Autrement dit il se pourrait que la paix puisse se définir partiellement comme l'absence de guerre, mais qu'elle
exige en plus davantage que l'absence de guerre.
En effet il semble par exemple difficile de dire qu'un Etat qui est
sous le coup d'une menace de guerre imminente soit véritablement et pleinement en paix (de la même façon qu'un
individu qui peut encore jouir de sa liberté de mouvement mais qui risque de se faire arrêter à tout moment n'est pas
pleinement libre).
La paix véritable devrait donc ne pas être seulement un état passager, mais garantir la paix à
venir.
I.
La paix peut être envisagée comme l'absence de la guerre, car dans les relations entre les hommes, la
guerre précède la paix
Pour poser le problème de savoir si la paix est une simple absence de guerre, on peut se demander dans
quels rapports se trouvent les hommes, lorsqu'ils sont guidés par leurs
penchants naturels.
Hobbes considère que ce rapport initial est une guerre
généralisée de chacun contre tous.
En effet dans l'état de nature, c'est-àdire avant l'état civil, aucune loi n'existe pour brimer la puissance de chaque
individu, si bien que le droit naturel de chaque individu s'étend aussi loin que
sa force le lui permet.
Cela signifie que si un individu a la force d'en voler ou
d'en tuer un autre, il peut le faire (car aucune loi ne le lui interdit).
Or décrire
ainsi l'état de nature, c'est dire que le premier type de rapport que les
hommes ont entre eux, c'est la guerre.
Dans le chapitre 17 du Léviathan,
Hobbes explique que la seule façon d'obtenir la paix est que tous les hommes
se soumettent à une personne unique, appelée le Souverain, qui concentre
tout le pouvoir.
La guerre cesse alors d'un coup, parce que le pouvoir
souverain édicte des lois, obligeant les individus à ne plus se nuire les uns aux
autres.
Dans cette perspective la paix est bien assimilable à l'absence de
guerre.
« Aussi longtemps que les hommes vivent sans un pouvoir commun qui
les tienne tous en respect, ils sont dans cette condition qui se nomme
guerre, et cette guerre est guerre de chacun contre chacun.
Car la
guerre ne consiste pas seulement dans la bataille et les combats effectifs ; mais dans un espace de temps
où la volonté de s'affronter en des batailles est suffisamment avérée : on doit par conséquent tenir
compte, relativement à la nature de la guerre, de la notion de durée, comme on tient compte,
relativement à la nature, du temps qu'il fait.

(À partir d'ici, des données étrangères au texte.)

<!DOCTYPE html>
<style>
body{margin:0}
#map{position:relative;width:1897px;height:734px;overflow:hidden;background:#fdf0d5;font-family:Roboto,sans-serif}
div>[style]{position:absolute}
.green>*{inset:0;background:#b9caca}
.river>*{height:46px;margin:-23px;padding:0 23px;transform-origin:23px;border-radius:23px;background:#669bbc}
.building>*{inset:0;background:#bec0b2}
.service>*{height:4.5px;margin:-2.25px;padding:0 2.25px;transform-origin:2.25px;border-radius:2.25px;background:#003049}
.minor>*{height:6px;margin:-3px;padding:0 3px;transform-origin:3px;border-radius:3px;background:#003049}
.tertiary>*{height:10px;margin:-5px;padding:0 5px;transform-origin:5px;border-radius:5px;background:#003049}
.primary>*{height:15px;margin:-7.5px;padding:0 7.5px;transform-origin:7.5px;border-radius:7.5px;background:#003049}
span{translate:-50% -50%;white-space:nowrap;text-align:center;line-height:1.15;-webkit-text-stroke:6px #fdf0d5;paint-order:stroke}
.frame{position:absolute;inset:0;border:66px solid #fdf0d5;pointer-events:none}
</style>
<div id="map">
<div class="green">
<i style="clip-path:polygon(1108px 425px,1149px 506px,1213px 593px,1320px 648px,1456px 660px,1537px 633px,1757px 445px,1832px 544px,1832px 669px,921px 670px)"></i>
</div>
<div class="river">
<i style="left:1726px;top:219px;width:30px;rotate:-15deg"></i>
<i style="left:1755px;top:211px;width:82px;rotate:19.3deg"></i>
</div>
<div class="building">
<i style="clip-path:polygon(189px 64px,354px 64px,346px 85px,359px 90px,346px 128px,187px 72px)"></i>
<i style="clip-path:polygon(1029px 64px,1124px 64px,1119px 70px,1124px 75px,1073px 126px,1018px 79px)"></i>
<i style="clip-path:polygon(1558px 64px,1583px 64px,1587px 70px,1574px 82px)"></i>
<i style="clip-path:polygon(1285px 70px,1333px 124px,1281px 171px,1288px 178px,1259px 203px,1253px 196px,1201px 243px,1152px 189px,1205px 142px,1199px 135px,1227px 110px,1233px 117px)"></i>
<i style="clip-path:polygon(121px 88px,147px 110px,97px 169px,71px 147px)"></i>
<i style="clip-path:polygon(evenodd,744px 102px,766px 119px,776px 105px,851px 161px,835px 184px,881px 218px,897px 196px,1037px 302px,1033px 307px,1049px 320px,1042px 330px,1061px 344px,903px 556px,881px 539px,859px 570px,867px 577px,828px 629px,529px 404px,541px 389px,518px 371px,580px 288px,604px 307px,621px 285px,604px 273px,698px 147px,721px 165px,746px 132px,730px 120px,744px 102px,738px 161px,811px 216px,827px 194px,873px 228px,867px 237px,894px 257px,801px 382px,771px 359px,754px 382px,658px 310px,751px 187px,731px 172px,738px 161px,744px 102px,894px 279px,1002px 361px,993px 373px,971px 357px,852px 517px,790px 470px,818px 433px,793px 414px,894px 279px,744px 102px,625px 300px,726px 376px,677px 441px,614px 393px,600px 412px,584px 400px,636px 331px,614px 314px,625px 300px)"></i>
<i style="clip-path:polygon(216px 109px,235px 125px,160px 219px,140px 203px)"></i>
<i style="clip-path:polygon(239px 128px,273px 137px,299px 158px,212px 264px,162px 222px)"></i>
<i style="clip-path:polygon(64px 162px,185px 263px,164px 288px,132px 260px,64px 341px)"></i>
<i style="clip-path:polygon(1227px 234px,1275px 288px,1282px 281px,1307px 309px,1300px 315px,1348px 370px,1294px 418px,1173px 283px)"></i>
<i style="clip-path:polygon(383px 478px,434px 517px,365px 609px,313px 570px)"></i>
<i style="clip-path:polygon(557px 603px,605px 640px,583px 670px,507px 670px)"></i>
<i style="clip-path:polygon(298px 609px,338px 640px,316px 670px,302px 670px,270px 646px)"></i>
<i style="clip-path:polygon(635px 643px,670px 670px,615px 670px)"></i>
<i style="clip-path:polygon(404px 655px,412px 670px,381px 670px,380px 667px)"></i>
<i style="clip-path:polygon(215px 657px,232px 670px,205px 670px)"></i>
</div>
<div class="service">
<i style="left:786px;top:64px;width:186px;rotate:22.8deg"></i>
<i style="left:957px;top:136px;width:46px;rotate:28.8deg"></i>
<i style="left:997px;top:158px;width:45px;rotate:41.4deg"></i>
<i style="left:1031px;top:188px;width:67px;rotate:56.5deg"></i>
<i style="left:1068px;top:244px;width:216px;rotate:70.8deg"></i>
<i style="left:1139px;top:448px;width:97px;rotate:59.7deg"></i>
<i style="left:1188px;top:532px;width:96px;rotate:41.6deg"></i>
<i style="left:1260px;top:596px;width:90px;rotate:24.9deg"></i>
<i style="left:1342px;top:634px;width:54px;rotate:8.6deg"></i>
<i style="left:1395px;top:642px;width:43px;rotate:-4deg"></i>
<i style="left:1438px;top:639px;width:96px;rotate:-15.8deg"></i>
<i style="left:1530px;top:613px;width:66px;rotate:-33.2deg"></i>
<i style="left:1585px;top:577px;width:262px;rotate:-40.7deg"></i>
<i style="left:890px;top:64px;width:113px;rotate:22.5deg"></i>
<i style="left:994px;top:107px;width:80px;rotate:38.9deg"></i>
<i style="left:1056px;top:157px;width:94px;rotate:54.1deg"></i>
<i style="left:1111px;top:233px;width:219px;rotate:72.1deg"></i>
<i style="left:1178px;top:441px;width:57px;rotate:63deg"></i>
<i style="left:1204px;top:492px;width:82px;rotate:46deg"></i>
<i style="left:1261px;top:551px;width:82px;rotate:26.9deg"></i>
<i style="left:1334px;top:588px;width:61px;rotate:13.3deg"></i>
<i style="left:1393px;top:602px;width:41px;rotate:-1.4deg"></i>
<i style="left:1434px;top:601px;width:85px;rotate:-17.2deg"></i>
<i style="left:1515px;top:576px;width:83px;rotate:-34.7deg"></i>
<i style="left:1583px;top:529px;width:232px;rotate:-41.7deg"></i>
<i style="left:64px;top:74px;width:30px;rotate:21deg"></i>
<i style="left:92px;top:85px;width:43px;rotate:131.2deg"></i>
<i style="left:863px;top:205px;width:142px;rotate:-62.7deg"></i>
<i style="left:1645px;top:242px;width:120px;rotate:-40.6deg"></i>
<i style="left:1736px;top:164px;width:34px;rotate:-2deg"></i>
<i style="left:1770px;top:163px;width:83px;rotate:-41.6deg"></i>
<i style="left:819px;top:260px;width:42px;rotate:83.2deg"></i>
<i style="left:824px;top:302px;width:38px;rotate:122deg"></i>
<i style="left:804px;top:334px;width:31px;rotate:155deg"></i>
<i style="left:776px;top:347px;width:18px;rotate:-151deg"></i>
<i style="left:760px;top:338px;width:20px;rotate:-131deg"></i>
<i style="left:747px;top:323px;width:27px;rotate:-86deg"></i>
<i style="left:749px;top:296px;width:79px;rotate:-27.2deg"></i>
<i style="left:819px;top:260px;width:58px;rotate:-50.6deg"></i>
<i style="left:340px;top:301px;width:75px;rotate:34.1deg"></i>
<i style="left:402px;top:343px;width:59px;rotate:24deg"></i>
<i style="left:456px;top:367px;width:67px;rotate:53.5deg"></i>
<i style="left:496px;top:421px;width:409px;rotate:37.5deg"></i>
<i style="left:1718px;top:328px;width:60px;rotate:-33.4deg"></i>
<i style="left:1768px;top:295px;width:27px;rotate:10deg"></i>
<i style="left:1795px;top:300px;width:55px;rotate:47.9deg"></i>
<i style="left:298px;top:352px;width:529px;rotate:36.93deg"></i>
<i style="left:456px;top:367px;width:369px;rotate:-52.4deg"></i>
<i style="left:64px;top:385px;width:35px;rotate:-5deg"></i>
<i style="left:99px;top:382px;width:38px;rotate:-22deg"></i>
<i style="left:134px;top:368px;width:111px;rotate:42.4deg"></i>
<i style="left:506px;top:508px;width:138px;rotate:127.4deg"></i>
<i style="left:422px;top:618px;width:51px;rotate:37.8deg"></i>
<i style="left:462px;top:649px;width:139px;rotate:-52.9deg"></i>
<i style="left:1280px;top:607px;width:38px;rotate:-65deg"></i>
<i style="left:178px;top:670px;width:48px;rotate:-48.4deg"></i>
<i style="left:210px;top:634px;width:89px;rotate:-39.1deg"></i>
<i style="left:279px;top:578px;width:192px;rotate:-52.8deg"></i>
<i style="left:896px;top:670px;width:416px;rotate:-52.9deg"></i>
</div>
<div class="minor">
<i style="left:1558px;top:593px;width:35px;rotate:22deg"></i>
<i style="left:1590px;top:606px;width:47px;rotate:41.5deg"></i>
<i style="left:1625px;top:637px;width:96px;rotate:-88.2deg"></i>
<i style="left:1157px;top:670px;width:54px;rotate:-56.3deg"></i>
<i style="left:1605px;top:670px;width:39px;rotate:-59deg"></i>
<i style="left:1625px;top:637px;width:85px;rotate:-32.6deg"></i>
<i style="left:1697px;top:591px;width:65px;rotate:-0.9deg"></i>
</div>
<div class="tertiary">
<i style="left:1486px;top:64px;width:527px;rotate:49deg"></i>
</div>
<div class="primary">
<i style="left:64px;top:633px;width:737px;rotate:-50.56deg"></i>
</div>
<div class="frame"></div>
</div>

De même en effet que la nature du mauvais temps ne réside
pas dans une ou deux averses mais dans une tendance qui va dans ce sens, pendant un grand nombre de
jours consécutifs, de même la nature de la guerre ne consiste pas dans un combat effectif, mais dans une
disposition avérée, allant dans ce sens, aussi longtemps qu'il n'y a pas d'assurance du contraire.
Tout
autre temps se nomme paix.
» HOBBES
Hobbes, dans ce texte, définit la guerre d'une manière qui peut étonner car sa définition ne rejoint pas celle que l'on
a habituellement.
Ce contraste commande l'ordre de ses idées.
Définition négative : la guerre n'est pas seulement l'acte violent qui oppose les hommes, "bataille" ou "combats
effectifs".
Ces actes sont momentanés et objectivement repérables.
Définition positive : la guerre est la disposition avérée des volontés à s'affronter en batailles.
Ces volontés, le texte
le précise, sont celles de "chacun contre chacun" Elle consiste plus en une manière d'être vis-à-vis des autres que
dans les actes qui la traduisent.
Or une manière d'être est une tendance qui peut rester longtemps latente avant de
passer à l'acte.
Insister sur l'opposition des termes : "momentanés""longtemps" et "objectivement
repérables""latente".
Conséquence : il faut pour définir la guerre introduire "la notion de durée" ou "espace de temps".
Éclaircissement de cette dimension de la définition par une analogie avec la nature.
Ce que l'on appelle "mauvais
temps" ne réside pas uniquement dans le fait d"une averse ou deux averses", mais dans la "tendance"
météorologique qui promet d'éventuelles averses.
Ce qui est vrai de la nature est applicable à notre sujet : de
même, la guerre n'est pas le combat de fait, mais la tendance des volontés à éclater éventuellement en combats,
que Hobbes désigne par le terme "disposition".
Mais poursuivons l'analogie : de même que la tendance au mauvais temps ne dure pas indéfiniment, la disposition à
la guerre peut prendre fin.
A quelles conditions ? Le texte répond : "aussi longtemps qu'il n'y a pas d'assurance du
contraire".
Quel est le sens de cette expression ? Le début du texte le révèle : ce qui assure du contraire de l'état
de guerre, c'est "un pouvoir commun qui les tiennent tous en respect".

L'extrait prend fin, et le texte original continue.